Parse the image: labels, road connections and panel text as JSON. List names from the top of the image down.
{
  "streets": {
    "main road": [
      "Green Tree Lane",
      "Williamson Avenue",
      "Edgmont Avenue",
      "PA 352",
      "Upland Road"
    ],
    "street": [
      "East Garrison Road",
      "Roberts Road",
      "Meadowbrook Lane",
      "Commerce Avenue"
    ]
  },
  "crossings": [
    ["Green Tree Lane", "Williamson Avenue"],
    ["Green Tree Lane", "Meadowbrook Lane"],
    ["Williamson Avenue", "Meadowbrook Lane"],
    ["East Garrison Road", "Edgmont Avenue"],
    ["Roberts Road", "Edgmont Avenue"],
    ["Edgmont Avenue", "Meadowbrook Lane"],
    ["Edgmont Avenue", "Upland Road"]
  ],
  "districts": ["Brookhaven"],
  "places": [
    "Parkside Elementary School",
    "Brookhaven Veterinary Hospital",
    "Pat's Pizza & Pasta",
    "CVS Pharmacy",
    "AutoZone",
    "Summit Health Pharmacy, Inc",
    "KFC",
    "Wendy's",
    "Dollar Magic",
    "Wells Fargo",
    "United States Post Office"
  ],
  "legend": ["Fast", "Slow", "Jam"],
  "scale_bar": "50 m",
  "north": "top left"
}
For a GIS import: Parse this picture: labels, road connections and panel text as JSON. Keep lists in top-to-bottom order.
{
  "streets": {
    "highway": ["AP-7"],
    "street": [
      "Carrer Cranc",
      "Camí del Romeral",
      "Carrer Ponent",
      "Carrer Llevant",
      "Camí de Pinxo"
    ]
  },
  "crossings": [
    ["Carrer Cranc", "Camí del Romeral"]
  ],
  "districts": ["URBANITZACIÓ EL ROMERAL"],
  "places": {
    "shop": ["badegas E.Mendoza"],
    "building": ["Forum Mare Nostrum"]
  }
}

==================================================

What you should do:
Everything in the listing must be written out again without any change.

Answer to this problem:
Parse the image: labels, road connections and panel text as JSON. List names from the top of the image down.
{
  "streets": {
    "main road": [
      "Green Tree Lane",
      "Williamson Avenue",
      "Edgmont Avenue",
      "PA 352",
      "Upland Road"
    ],
    "street": [
      "East Garrison Road",
      "Roberts Road",
      "Meadowbrook Lane",
      "Commerce Avenue"
    ]
  },
  "crossings": [
    ["Green Tree Lane", "Williamson Avenue"],
    ["Green Tree Lane", "Meadowbrook Lane"],
    ["Williamson Avenue", "Meadowbrook Lane"],
    ["East Garrison Road", "Edgmont Avenue"],
    ["Roberts Road", "Edgmont Avenue"],
    ["Edgmont Avenue", "Meadowbrook Lane"],
    ["Edgmont Avenue", "Upland Road"]
  ],
  "districts": ["Brookhaven"],
  "places": [
    "Parkside Elementary School",
    "Brookhaven Veterinary Hospital",
    "Pat's Pizza & Pasta",
    "CVS Pharmacy",
    "AutoZone",
    "Summit Health Pharmacy, Inc",
    "KFC",
    "Wendy's",
    "Dollar Magic",
    "Wells Fargo",
    "United States Post Office"
  ],
  "legend": ["Fast", "Slow", "Jam"],
  "scale_bar": "50 m",
  "north": "top left"
}
For a GIS import: Parse this picture: labels, road connections and panel text as JSON. Keep lists in top-to-bottom order.
{
  "streets": {
    "highway": ["AP-7"],
    "street": [
      "Carrer Cranc",
      "Camí del Romeral",
      "Carrer Ponent",
      "Carrer Llevant",
      "Camí de Pinxo"
    ]
  },
  "crossings": [
    ["Carrer Cranc", "Camí del Romeral"]
  ],
  "districts": ["URBANITZACIÓ EL ROMERAL"],
  "places": {
    "shop": ["badegas E.Mendoza"],
    "building": ["Forum Mare Nostrum"]
  }
}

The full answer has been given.